Your goal: Verbatim copy without images: return all of the data as it stands.

● ● ● ● ●

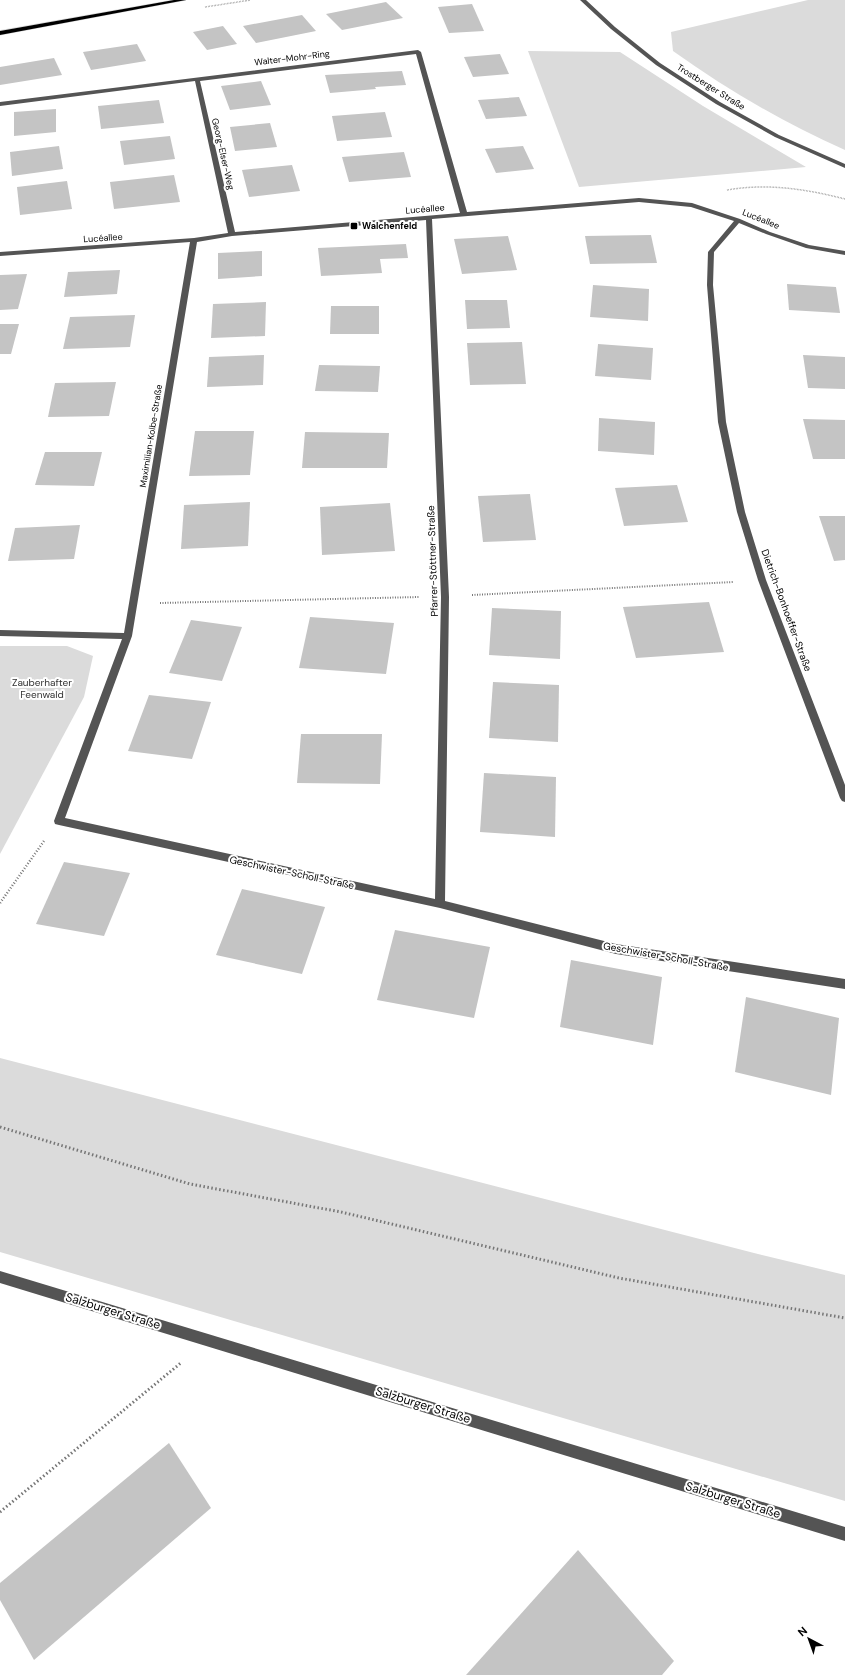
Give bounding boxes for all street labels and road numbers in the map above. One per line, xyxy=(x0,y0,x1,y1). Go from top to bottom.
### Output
street label: Walter-Mohr-Ring xyxy=(254,47,330,69)
street label: Trostberger Straße xyxy=(675,61,747,113)
street label: Georg-Elser-Weg xyxy=(209,117,237,191)
street label: Lucéallee xyxy=(405,201,445,217)
street label: Lucéallee xyxy=(741,206,781,232)
street label: Lucéallee xyxy=(83,231,123,245)
street label: Maximilian-Kolbe-Straße xyxy=(137,384,165,488)
street label: Pfarrer-Stöttner-Straße xyxy=(424,505,441,617)
street label: Dietrich-Bonhoeffer-Straße xyxy=(758,547,815,673)
street label: Geschwister-Scholl-Straße xyxy=(228,853,356,892)
street label: Geschwister-Scholl-Straße xyxy=(602,939,730,974)
street label: Salzburger Straße xyxy=(64,1289,163,1333)
street label: Salzburger Straße xyxy=(374,1383,473,1427)
street label: Salzburger Straße xyxy=(684,1478,783,1522)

● ● ● ● ●

Answer box:
Give bounding boxes for all street labels and road numbers in the map above. One per line, xyxy=(x0,y0,x1,y1). Go from top to bottom.
### Output
street label: Walter-Mohr-Ring xyxy=(254,47,330,69)
street label: Trostberger Straße xyxy=(675,61,747,113)
street label: Georg-Elser-Weg xyxy=(209,117,237,191)
street label: Lucéallee xyxy=(405,201,445,217)
street label: Lucéallee xyxy=(741,206,781,232)
street label: Lucéallee xyxy=(83,231,123,245)
street label: Maximilian-Kolbe-Straße xyxy=(137,384,165,488)
street label: Pfarrer-Stöttner-Straße xyxy=(424,505,441,617)
street label: Dietrich-Bonhoeffer-Straße xyxy=(758,547,815,673)
street label: Geschwister-Scholl-Straße xyxy=(228,853,356,892)
street label: Geschwister-Scholl-Straße xyxy=(602,939,730,974)
street label: Salzburger Straße xyxy=(64,1289,163,1333)
street label: Salzburger Straße xyxy=(374,1383,473,1427)
street label: Salzburger Straße xyxy=(684,1478,783,1522)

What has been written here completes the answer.